WORK TO BE COMPLETED: Look below for the line containing "224C343 238 348" and the line containing "342 54 361 87"; repeat exactly those two lines and all lines between them, and nothing else.

MATERIAL TO PROCESS:

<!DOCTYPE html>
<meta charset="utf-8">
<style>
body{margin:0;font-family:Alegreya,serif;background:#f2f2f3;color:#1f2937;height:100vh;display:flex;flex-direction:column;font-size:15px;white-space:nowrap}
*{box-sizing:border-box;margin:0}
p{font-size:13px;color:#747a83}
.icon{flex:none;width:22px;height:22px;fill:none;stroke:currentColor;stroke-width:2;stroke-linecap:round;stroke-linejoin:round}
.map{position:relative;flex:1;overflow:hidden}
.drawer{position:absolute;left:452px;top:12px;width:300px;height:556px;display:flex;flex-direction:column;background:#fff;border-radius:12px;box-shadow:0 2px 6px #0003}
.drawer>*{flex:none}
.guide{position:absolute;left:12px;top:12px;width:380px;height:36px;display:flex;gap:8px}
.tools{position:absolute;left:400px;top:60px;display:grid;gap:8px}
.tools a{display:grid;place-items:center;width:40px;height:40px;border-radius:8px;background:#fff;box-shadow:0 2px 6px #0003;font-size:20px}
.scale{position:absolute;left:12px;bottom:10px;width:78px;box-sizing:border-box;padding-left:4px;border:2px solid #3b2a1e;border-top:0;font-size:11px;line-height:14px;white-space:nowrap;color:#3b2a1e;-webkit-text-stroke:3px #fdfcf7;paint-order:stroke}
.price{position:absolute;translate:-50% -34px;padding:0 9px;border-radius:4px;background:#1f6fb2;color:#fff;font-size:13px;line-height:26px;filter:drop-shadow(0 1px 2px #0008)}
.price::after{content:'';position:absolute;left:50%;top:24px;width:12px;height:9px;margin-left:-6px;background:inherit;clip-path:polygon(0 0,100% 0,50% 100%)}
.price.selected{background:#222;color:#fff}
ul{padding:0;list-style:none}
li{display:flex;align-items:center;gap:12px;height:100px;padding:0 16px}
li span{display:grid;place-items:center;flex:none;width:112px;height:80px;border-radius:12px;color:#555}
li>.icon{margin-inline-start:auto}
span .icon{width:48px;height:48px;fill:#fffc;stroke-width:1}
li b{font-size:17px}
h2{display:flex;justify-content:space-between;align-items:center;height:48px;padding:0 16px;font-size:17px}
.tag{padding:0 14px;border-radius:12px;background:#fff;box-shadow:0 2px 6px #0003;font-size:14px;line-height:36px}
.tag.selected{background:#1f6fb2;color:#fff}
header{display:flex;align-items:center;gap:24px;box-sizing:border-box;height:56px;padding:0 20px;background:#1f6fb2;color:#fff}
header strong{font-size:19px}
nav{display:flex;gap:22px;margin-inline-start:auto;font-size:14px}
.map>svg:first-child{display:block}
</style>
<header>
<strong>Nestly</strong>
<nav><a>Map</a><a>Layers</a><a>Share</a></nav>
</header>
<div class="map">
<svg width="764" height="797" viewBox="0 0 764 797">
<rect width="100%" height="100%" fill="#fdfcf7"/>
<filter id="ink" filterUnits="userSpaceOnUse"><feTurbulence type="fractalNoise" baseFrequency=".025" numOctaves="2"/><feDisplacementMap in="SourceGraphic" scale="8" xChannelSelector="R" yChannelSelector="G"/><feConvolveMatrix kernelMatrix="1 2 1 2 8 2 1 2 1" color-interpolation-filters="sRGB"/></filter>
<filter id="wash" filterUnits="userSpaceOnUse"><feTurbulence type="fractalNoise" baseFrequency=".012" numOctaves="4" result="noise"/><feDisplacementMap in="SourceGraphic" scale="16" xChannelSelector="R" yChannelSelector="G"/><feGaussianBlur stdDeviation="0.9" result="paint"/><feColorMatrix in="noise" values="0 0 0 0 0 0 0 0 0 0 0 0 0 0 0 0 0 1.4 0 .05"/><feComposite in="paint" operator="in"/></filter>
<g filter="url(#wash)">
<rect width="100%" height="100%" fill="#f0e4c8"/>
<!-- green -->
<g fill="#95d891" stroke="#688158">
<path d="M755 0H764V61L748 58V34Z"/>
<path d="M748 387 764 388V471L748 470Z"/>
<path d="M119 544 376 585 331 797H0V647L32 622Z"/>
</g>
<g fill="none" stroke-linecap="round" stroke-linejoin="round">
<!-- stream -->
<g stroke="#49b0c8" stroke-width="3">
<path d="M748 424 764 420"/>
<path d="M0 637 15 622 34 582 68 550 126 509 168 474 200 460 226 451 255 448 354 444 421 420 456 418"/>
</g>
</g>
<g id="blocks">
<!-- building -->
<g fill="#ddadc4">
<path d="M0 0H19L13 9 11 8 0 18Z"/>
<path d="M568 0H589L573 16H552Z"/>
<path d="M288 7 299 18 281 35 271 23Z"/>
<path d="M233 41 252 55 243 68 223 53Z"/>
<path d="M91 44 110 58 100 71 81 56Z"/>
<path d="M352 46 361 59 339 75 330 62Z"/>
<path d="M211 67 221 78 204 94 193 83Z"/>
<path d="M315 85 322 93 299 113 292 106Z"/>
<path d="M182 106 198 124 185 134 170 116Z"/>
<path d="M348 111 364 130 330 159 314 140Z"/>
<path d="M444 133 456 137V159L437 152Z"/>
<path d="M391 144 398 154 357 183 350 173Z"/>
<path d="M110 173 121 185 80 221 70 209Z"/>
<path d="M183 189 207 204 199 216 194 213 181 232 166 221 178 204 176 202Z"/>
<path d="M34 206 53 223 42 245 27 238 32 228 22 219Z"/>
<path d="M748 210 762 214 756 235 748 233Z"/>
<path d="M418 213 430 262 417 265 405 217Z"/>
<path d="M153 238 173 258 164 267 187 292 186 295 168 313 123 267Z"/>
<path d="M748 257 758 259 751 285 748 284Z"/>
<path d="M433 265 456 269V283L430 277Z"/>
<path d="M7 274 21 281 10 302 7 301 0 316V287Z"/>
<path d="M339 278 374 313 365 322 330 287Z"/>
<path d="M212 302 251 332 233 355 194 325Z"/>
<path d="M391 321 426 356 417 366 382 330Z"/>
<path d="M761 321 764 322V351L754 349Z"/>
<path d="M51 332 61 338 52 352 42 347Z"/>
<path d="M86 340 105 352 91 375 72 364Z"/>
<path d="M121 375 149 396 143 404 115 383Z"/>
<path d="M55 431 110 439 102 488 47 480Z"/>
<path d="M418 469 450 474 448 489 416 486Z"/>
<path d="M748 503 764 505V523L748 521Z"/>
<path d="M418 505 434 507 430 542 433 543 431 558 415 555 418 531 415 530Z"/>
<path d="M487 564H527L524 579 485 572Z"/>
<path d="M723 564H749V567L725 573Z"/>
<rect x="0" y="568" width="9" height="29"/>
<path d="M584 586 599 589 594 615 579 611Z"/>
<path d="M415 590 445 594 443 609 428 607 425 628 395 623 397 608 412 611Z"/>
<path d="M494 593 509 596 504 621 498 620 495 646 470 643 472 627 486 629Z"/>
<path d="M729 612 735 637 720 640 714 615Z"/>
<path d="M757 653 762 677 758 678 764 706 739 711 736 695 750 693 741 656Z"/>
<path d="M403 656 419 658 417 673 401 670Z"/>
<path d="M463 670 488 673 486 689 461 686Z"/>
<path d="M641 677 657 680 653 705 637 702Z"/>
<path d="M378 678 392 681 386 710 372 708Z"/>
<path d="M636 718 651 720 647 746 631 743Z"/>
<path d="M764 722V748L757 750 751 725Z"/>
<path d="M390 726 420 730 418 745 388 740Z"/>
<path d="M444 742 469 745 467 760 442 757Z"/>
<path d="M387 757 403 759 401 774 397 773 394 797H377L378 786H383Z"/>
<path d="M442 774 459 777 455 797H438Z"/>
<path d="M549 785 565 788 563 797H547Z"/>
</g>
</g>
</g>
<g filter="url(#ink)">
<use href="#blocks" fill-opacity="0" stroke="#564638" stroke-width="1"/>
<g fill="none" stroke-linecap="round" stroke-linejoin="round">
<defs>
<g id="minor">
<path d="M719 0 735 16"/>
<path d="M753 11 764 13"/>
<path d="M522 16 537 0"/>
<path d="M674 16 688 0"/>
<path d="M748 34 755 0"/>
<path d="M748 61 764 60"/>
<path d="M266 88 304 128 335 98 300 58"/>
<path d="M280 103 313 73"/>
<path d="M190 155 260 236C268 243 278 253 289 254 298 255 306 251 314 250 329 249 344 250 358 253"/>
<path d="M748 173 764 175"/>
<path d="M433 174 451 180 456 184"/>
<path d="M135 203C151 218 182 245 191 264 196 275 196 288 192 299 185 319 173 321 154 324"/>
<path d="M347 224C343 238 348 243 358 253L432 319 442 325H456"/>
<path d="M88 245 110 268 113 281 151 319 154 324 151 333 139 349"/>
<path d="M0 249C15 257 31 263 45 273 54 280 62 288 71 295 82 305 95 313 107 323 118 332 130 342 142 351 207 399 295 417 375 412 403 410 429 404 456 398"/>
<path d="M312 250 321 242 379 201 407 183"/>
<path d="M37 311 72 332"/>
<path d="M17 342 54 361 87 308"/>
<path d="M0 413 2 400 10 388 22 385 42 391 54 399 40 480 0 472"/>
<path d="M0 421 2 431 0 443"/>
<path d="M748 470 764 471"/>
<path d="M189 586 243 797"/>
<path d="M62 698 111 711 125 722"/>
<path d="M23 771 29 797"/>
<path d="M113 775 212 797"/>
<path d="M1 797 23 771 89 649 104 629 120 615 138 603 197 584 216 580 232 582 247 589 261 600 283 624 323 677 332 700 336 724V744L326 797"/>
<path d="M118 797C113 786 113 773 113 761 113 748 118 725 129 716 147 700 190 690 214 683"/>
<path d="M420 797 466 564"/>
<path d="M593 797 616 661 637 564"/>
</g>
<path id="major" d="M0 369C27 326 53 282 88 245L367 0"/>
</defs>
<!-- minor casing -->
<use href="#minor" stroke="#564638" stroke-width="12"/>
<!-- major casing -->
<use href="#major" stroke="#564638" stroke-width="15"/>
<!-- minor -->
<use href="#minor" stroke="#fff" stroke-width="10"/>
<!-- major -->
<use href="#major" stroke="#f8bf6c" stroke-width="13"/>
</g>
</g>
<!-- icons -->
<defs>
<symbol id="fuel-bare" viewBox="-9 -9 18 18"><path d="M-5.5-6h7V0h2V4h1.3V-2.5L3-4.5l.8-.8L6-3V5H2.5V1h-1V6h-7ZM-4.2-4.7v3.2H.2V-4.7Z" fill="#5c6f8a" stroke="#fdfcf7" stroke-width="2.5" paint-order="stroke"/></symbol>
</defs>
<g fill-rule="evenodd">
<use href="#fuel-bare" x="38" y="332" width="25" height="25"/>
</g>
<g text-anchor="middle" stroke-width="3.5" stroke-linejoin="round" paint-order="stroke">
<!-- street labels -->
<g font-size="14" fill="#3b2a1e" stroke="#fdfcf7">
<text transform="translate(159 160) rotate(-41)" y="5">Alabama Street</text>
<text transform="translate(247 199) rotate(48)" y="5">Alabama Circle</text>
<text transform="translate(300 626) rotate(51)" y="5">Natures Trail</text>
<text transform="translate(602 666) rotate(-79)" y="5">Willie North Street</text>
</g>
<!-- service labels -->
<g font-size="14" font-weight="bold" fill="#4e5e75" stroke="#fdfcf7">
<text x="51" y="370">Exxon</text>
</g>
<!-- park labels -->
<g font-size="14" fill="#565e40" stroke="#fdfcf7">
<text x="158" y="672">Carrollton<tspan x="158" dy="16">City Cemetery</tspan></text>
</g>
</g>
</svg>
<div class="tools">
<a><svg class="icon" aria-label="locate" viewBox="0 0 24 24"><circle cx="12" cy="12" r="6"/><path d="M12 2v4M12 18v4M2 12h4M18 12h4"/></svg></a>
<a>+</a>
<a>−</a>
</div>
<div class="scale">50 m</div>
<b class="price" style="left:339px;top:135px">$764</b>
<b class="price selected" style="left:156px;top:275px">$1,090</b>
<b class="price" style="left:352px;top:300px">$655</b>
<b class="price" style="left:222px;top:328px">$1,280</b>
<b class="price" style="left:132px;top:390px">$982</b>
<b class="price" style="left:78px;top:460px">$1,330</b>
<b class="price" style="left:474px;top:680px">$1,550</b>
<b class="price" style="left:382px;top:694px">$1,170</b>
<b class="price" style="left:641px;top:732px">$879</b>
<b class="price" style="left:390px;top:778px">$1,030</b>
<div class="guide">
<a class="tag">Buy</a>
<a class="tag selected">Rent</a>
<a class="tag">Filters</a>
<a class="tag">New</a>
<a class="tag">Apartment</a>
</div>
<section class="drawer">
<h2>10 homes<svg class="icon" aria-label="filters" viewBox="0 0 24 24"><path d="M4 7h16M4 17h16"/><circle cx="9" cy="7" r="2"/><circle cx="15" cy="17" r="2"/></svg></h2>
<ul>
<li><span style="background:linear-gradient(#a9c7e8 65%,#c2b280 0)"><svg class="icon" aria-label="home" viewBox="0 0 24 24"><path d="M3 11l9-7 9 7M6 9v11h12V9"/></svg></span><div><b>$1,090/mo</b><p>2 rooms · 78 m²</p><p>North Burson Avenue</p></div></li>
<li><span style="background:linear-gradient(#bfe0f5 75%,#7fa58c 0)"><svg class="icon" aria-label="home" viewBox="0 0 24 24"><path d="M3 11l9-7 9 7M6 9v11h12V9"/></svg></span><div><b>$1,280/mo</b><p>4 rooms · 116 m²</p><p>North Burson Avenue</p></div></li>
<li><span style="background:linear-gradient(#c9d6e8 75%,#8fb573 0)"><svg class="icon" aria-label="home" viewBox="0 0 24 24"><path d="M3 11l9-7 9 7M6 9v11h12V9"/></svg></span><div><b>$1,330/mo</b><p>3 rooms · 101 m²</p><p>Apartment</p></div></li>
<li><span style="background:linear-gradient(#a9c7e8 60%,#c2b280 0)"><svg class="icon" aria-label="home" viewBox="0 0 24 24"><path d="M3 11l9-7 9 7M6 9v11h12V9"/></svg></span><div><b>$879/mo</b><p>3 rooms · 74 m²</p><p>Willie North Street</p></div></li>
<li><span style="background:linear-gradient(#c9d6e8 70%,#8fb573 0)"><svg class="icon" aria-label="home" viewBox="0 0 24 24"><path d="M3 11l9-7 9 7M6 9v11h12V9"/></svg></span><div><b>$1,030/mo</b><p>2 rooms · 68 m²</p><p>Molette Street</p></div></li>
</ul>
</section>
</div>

SOLUTION TO THIS EXERCISE:
<path d="M347 224C343 238 348 243 358 253L432 319 442 325H456"/>
<path d="M88 245 110 268 113 281 151 319 154 324 151 333 139 349"/>
<path d="M0 249C15 257 31 263 45 273 54 280 62 288 71 295 82 305 95 313 107 323 118 332 130 342 142 351 207 399 295 417 375 412 403 410 429 404 456 398"/>
<path d="M312 250 321 242 379 201 407 183"/>
<path d="M37 311 72 332"/>
<path d="M17 342 54 361 87 308"/>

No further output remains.